(Stored data entries)
****************************************

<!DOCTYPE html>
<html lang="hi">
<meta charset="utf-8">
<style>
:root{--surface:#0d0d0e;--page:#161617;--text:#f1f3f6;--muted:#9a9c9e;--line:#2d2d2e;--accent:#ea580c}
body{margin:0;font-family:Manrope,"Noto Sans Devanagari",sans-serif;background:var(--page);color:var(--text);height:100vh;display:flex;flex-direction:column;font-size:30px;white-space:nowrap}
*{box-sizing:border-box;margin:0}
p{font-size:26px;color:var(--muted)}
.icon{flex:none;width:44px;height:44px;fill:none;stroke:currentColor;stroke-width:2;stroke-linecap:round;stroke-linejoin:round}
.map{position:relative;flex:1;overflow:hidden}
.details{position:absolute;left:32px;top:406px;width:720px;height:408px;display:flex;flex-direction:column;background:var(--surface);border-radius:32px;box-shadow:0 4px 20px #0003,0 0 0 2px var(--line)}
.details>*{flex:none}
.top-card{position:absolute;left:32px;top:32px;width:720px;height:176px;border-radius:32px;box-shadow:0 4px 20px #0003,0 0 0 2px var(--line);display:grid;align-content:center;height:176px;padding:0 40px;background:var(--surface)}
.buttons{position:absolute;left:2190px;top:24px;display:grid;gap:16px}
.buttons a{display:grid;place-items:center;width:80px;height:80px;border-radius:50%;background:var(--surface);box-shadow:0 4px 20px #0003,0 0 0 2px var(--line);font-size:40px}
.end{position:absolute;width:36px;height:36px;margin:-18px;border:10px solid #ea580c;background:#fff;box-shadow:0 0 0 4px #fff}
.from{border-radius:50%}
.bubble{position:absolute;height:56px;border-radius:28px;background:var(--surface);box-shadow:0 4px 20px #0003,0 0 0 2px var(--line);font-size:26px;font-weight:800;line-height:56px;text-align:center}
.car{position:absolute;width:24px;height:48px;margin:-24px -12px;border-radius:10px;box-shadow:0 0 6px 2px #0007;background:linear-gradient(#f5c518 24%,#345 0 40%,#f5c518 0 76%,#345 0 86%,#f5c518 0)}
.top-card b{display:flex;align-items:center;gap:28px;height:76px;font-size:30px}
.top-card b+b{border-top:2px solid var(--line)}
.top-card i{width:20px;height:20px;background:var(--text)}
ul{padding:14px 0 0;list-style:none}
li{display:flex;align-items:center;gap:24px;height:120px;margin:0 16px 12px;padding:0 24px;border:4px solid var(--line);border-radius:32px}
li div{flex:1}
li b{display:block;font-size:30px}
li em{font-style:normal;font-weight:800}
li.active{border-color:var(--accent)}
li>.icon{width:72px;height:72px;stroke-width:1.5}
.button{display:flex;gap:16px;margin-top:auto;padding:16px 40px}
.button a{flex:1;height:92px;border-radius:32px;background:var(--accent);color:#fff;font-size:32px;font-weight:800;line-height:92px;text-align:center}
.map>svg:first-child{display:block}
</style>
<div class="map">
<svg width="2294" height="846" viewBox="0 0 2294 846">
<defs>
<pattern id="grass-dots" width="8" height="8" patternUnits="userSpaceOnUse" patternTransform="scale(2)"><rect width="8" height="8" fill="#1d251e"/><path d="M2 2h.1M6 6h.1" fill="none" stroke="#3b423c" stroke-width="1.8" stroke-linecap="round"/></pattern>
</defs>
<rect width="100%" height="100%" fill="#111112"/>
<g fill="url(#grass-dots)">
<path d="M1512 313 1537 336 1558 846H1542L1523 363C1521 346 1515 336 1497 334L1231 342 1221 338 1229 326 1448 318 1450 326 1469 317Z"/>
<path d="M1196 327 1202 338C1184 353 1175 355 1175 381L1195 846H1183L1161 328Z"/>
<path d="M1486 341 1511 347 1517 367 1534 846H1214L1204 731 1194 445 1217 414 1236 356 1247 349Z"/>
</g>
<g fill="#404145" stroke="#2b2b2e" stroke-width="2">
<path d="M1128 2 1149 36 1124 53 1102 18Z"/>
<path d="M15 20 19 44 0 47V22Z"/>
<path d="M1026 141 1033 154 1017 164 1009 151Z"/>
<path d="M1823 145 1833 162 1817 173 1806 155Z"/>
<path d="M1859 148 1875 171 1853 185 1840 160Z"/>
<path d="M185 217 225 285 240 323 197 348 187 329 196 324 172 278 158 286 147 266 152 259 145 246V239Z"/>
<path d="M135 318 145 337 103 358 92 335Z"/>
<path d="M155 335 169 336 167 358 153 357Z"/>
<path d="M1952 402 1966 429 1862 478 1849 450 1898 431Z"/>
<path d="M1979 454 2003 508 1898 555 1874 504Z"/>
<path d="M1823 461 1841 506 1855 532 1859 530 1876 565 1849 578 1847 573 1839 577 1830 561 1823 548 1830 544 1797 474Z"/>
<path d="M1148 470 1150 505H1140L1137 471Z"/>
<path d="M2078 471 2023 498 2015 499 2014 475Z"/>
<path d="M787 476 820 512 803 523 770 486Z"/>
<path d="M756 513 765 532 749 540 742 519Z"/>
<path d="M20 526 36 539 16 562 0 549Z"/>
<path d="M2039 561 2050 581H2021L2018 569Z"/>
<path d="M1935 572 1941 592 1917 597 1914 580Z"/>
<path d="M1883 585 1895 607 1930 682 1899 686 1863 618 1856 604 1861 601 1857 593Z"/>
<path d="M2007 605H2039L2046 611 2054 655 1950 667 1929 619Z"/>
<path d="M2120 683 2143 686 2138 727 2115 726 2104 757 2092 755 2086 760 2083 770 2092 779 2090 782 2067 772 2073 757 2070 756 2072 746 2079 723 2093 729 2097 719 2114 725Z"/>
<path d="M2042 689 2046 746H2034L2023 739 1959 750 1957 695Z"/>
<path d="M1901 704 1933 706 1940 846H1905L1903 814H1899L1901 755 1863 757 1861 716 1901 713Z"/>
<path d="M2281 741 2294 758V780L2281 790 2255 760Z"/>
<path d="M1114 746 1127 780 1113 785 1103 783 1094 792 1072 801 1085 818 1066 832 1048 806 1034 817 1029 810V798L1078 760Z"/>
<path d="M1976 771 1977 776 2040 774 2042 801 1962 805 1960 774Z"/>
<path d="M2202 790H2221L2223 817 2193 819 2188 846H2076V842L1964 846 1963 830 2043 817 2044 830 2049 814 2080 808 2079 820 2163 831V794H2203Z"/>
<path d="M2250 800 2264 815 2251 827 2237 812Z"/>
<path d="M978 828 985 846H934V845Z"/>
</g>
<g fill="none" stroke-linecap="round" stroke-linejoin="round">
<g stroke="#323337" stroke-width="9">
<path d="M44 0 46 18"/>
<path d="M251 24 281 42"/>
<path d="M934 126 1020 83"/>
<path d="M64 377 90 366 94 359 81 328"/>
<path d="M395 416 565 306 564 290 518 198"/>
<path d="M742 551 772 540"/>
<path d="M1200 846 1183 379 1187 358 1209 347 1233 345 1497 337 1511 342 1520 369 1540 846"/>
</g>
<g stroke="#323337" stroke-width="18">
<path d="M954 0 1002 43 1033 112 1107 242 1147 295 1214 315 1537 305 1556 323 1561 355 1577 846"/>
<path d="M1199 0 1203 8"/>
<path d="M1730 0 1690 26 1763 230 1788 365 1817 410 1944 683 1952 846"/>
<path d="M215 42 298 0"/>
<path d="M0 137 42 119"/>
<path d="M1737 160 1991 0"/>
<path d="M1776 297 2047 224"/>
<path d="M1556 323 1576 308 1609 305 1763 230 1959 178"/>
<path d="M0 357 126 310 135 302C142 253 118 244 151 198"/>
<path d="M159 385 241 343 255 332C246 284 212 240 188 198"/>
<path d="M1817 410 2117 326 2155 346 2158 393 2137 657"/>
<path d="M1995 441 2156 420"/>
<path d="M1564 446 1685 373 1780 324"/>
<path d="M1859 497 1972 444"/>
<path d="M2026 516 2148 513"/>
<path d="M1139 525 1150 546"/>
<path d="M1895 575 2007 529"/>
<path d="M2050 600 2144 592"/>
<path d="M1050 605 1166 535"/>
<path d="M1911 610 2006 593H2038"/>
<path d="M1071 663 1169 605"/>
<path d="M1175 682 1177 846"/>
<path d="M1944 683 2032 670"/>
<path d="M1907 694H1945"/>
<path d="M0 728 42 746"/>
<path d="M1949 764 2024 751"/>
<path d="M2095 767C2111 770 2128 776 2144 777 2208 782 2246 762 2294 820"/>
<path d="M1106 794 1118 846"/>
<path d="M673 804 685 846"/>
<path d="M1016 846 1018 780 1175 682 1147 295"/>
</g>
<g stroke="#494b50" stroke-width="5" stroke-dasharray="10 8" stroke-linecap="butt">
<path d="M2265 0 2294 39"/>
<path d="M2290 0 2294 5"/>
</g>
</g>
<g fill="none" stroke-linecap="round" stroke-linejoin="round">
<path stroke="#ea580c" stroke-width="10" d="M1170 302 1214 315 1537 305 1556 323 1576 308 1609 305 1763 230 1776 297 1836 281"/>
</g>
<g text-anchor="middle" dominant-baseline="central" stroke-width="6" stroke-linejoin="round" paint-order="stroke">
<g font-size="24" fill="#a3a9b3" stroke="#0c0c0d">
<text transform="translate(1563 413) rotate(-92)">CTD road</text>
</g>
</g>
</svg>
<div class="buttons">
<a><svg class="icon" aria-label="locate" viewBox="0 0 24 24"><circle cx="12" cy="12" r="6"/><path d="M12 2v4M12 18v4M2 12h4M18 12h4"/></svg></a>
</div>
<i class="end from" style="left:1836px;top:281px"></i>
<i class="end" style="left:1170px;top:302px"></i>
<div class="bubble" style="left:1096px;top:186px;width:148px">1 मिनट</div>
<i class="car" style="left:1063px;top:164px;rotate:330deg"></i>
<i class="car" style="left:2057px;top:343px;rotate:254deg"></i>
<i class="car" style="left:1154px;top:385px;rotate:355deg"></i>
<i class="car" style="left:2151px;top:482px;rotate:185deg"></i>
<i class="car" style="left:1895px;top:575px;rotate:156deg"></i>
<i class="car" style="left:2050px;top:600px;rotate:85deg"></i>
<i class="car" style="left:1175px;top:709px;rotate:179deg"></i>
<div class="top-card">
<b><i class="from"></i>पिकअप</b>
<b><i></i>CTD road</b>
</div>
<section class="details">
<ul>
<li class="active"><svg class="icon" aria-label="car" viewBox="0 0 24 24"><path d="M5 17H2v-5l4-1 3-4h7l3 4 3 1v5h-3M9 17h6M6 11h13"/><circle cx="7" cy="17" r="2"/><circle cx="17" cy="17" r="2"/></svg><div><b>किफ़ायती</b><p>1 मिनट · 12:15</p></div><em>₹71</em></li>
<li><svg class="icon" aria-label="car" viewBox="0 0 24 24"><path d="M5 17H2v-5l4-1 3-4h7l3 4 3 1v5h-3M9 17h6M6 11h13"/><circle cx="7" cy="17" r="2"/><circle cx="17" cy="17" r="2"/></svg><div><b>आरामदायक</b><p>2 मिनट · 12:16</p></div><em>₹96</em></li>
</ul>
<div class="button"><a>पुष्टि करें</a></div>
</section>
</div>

****************************************

Exercise prompt: Of all the entries above, how many lines contain "buttons"? Give the number alone.

Written reply: 3